Central lunar eclipse

A total lunar eclipse occurred at the Moon’s descending node of orbit on Sunday, July 16, 2000, with an umbral magnitude of 1.7684. It was a central lunar eclipse, in which part of the Moon passed through the center of the Earth's shadow. A lunar eclipse occurs when the Moon moves into the Earth's shadow, causing the Moon to be darkened. A total lunar eclipse occurs when the Moon's near side entirely passes into the Earth's umbral shadow. Unlike a solar eclipse, which can only be viewed from a relatively small area of the world, a lunar eclipse may be viewed from anywhere on the night side of Earth.
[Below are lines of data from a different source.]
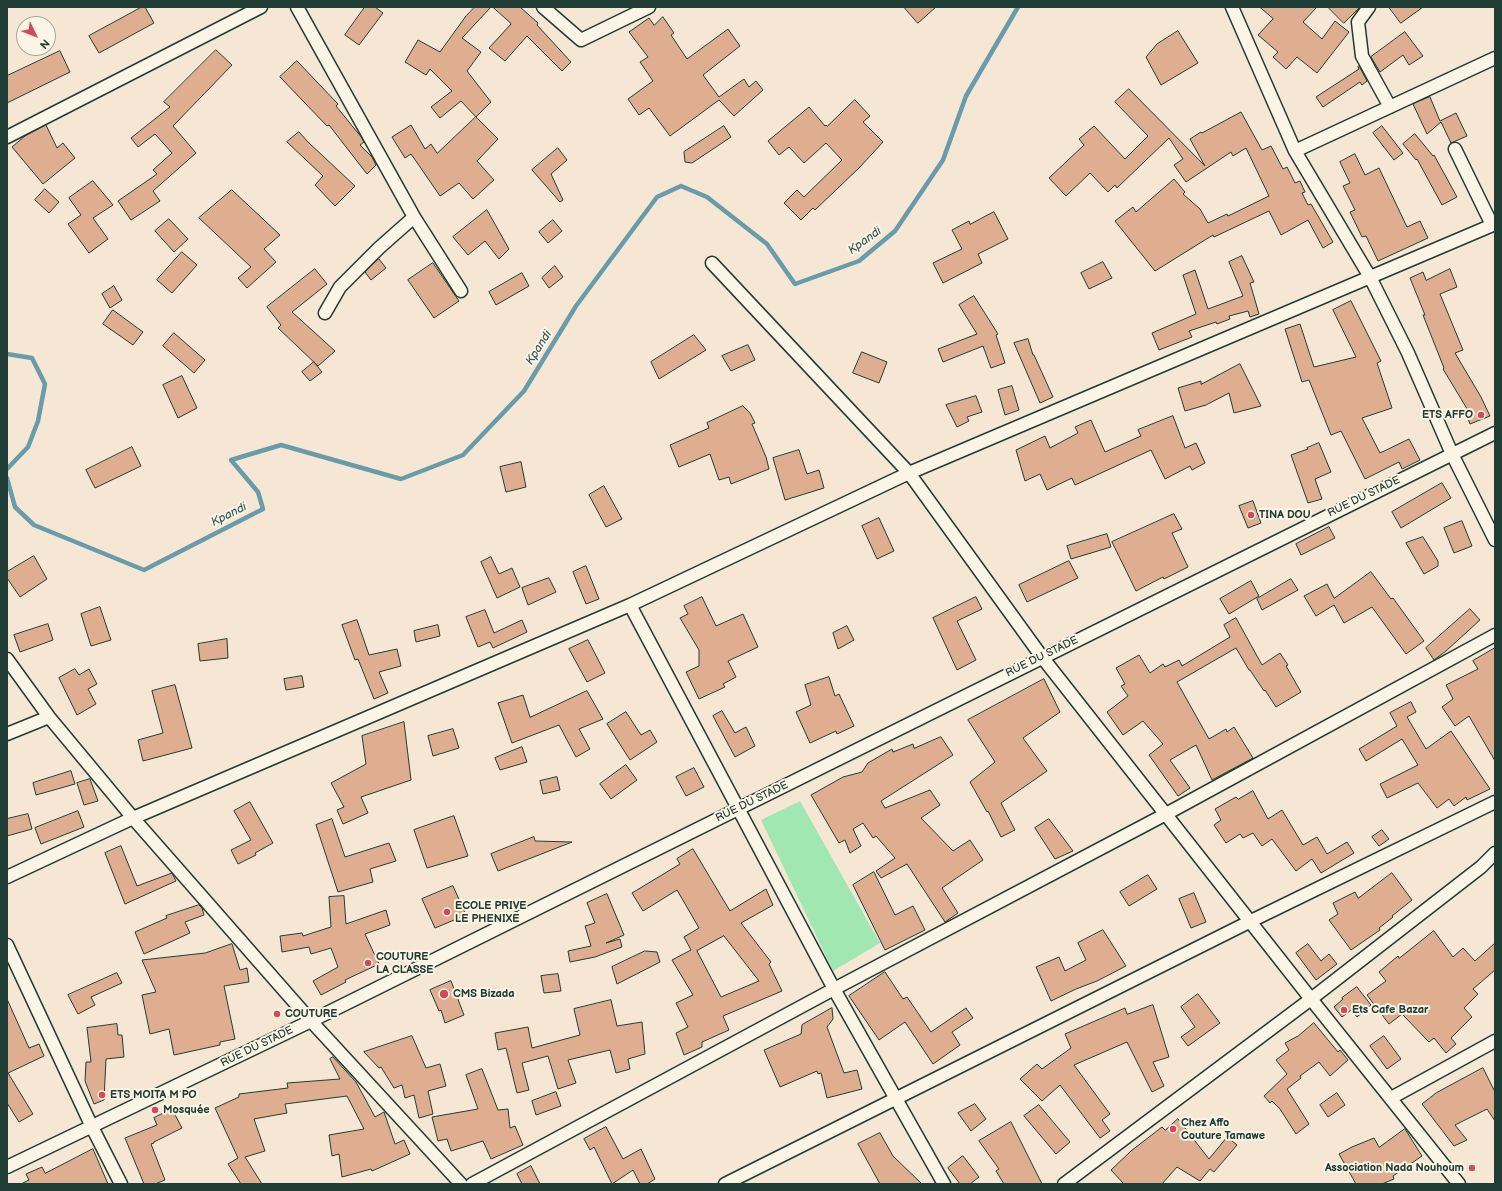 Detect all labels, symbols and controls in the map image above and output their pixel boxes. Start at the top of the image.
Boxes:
north arrow [16,16,56,56]
text: N [37,36,52,51]
water label: Kpandi [846,224,884,258]
water label: Kpandi [523,328,555,368]
place label: ETS AFFO [1422,408,1473,422]
marker: ETS AFFO [1476,410,1486,420]
street label: RUE DU STADE [1326,474,1402,520]
water label: Kpandi [209,500,249,530]
place label: TINA DOU [1259,508,1311,522]
marker: TINA DOU [1246,510,1256,520]
street label: RUE DU STADE [1004,634,1080,680]
street label: RUE DU STADE [714,779,790,825]
place label: ECOLE PRIVE LE PHENIXE [455,899,526,925]
marker: ECOLE PRIVE LE PHENIXE [442,907,452,917]
place label: COUTURE LA CLASSE [376,950,433,976]
marker: COUTURE LA CLASSE [363,958,373,968]
place label: CMS Bizada [453,987,515,1001]
marker: CMS Bizada [438,988,450,1000]
place label: Ets Cafe Bazar [1352,1003,1428,1017]
marker: Ets Cafe Bazar [1339,1005,1349,1015]
place label: COUTURE [285,1007,337,1021]
marker: COUTURE [272,1009,282,1019]
street label: RUE DU STADE [219,1024,295,1070]
place label: ETS MOITA M PO [110,1088,197,1102]
marker: ETS MOITA M PO [97,1090,107,1100]
place label: Mosquée [163,1103,210,1117]
marker: Mosquée [150,1105,160,1115]
place label: Chez Affo Couture Tamawe [1181,1116,1265,1142]
marker: Chez Affo Couture Tamawe [1168,1124,1178,1134]
place label: Association Nada Nouhoum [1325,1161,1464,1175]
marker: Association Nada Nouhoum [1467,1163,1477,1173]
A total lunar eclipse can last up to nearly two hours, while a total solar eclipse lasts only a few minutes at any given place, because the Moon's shadow is smaller. Occurring about 1.1 days after apogee (on July 15, 2000, at 11:30 UTC), the Moon's apparent diameter was smaller.
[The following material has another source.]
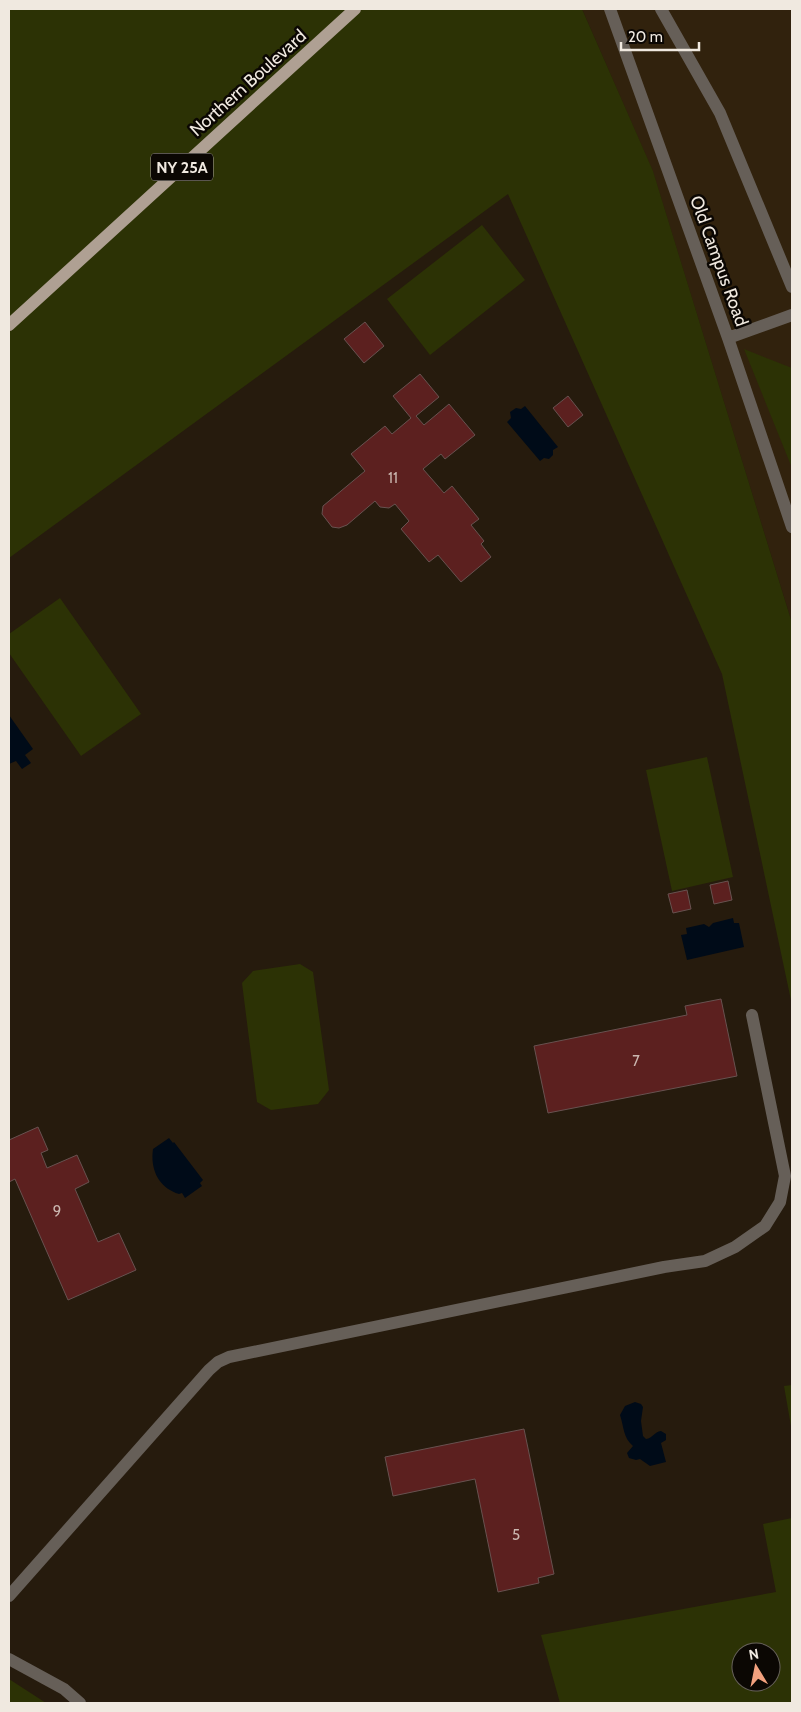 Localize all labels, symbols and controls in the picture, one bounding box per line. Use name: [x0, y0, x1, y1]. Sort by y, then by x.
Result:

Totality lasted for 106 minutes and 25 seconds, the longest duration since 13 August 1859 (106 minutes and 28 seconds) and 3 May 459 (106 minutes and 32 seconds), and totality of this length will not occur again until 19 August 4753 (106 minutes and 35 seconds). This was the last and longest total lunar eclipse of the 20th century, as well as the second longest and last of the second millennium. It was also the eighth longest total lunar eclipse on EclipseWise's Six Millennium Catalog of Lunar Eclipses, which covers the years 3000 BCE to 3000 AD. The longest total lunar eclipse between the years 4000 BCE and 6000 CE took place on 31 May 318. Totality lasted 106 minutes and 36 seconds, which is only 11 seconds longer than this one.

== Visibility ==
The eclipse was completely visible over Australia, Antarctica, and much of the Pacific Ocean, seen rising over Asia and eastern Africa and setting over western North and South America.
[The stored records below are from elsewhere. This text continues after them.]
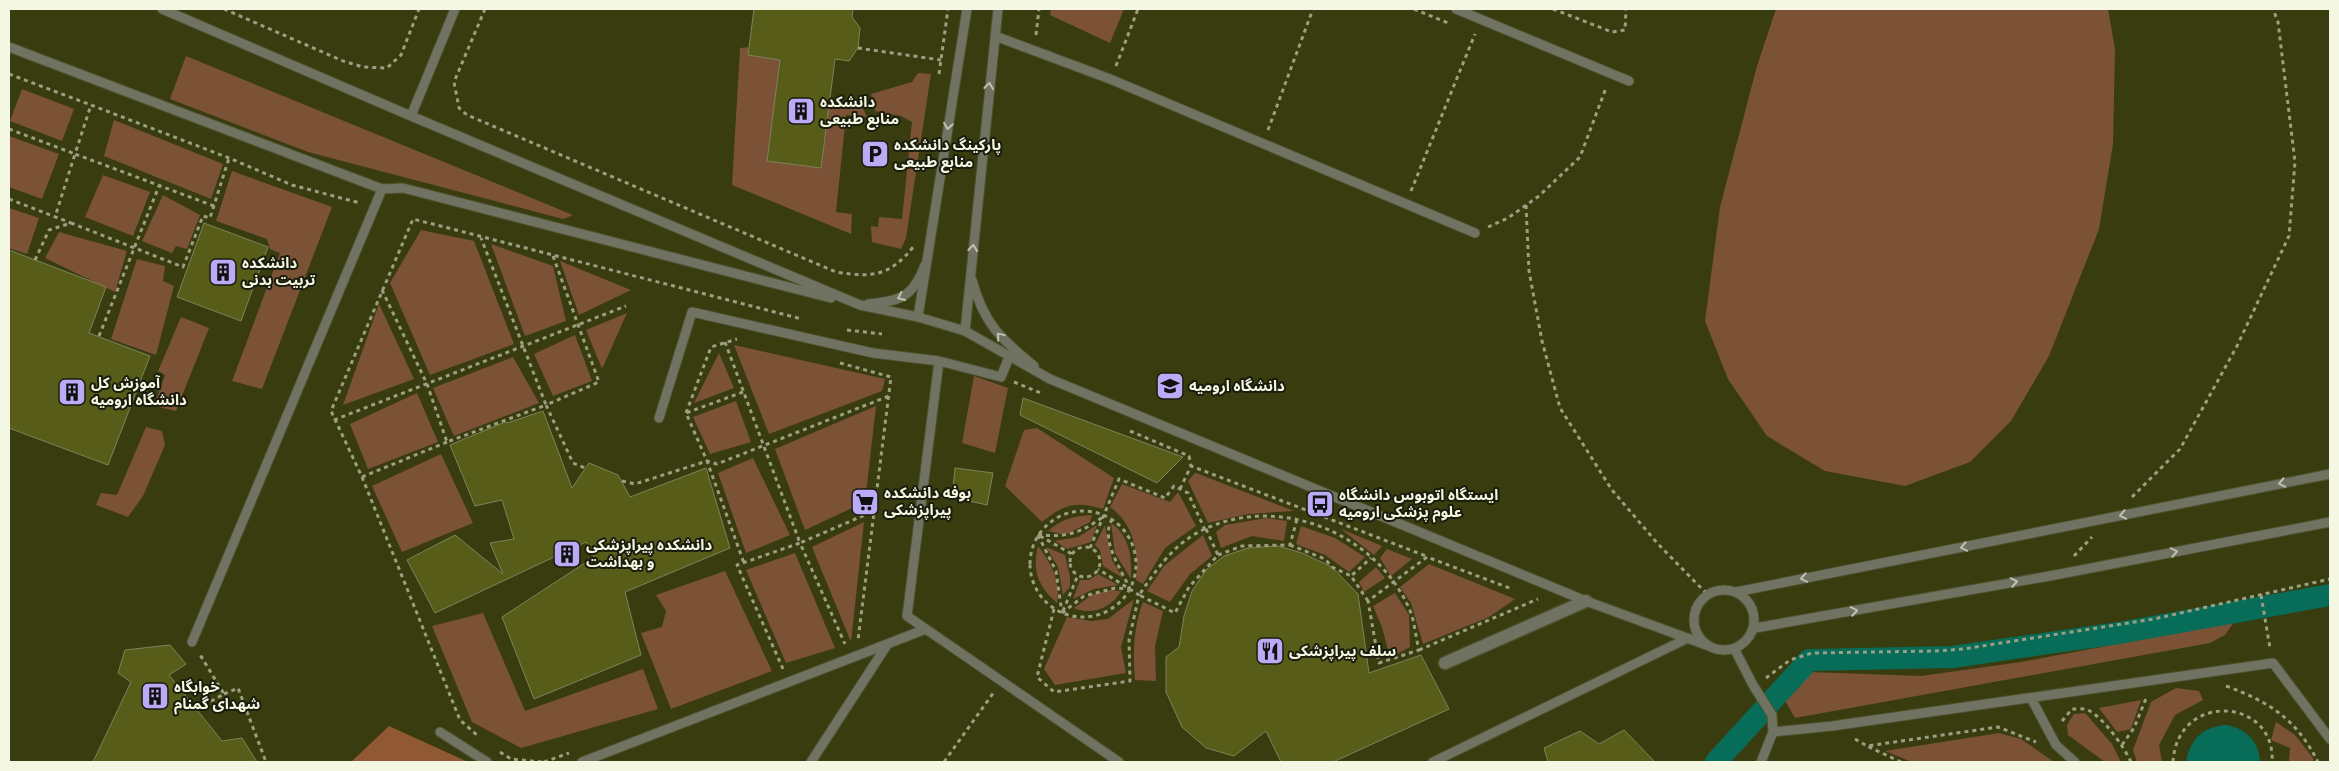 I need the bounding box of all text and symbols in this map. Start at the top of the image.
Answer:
one-way arrow [984,82,995,90]
place label: دانشکده منابع طبیعی [820,92,899,130]
building icon: دانشکده منابع طبیعی [786,96,816,126]
one-way arrow [943,122,954,130]
place label: پارکینگ دانشکده منابع طبیعی [894,135,1001,173]
parking icon: پارکینگ دانشکده منابع طبیعی [860,139,890,169]
one-way arrow [967,244,978,252]
place label: دانشکده تربیت بدنی [242,253,316,290]
building icon: دانشکده تربیت بدنی [208,257,238,287]
one-way arrow [897,291,906,301]
one-way arrow [997,333,1005,342]
school or university icon: دانشگاه ارومیه [1155,371,1185,401]
place label: آموزش کل دانشگاه ارومیه [91,373,187,410]
place label: دانشگاه ارومیه [1189,376,1285,396]
building icon: آموزش کل دانشگاه ارومیه [57,377,87,407]
one-way arrow [2278,478,2287,488]
place label: بوفه دانشکده پیراپزشکی [884,483,971,520]
place label: ایستگاه اتوبوس دانشگاه علوم پزشکی ارومیه [1339,485,1498,523]
supermarket icon: بوفه دانشکده پیراپزشکی [850,487,880,517]
bus stop icon: ایستگاه اتوبوس دانشگاه علوم پزشکی ارومیه [1305,489,1335,519]
one-way arrow [2119,509,2127,520]
place label: دانشکده پیراپزشکی و بهداشت [586,535,712,572]
building icon: دانشکده پیراپزشکی و بهداشت [552,539,582,569]
one-way arrow [1959,541,1968,551]
one-way arrow [2169,547,2178,558]
one-way arrow [1800,572,1809,583]
one-way arrow [2010,577,2019,588]
one-way arrow [1850,606,1859,616]
restaurant icon: سلف پیراپزشکی [1255,636,1285,666]
place label: سلف پیراپزشکی [1289,641,1396,661]
place label: خوابگاه شهدای گمنام [174,677,260,715]
building icon: خوابگاه شهدای گمنام [140,681,170,711]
|  | The Moon passed straight through the center of the Earth's shadow at the descending node in Sagittarius of its orbit. |

== Eclipse details ==
Shown below is a table displaying details about this particular lunar eclipse. It describes various parameters pertaining to this eclipse.

July 16, 2000 lunar eclipse parameters
| Parameter | Value |
|---|---|
| Penumbral magnitude | 2.83749 |
| Umbral magnitude | 1.76839 |
| Gamma | 0.03015 |
| Sun right ascension | 07h44m54.7s |
| Sun declination | +21°15'02.4" |
| Sun semi-diameter | 15'44.2" |
| Sun equatorial horizontal parallax | 08.7" |
| Moon right ascension | 19h44m54.2s |
| Moon declination | -21°13'24.9" |
| Moon semi-diameter | 14'43.2" |
| Moon equatorial horizontal parallax | 0°54'01.2" |
| ΔT | 64.0 s |

== Eclipse season ==

This eclipse is part of an eclipse season, a period, roughly every six months, when eclipses occur. Only two (or occasionally three) eclipse seasons occur each year, and each season lasts about 35 days and repeats just short of six months (173 days) later; thus two full eclipse seasons always occur each year. Either two or three eclipses happen each eclipse season. In the sequence below, each eclipse is separated by a fortnight. The first and last eclipse in this sequence is separated by one synodic month.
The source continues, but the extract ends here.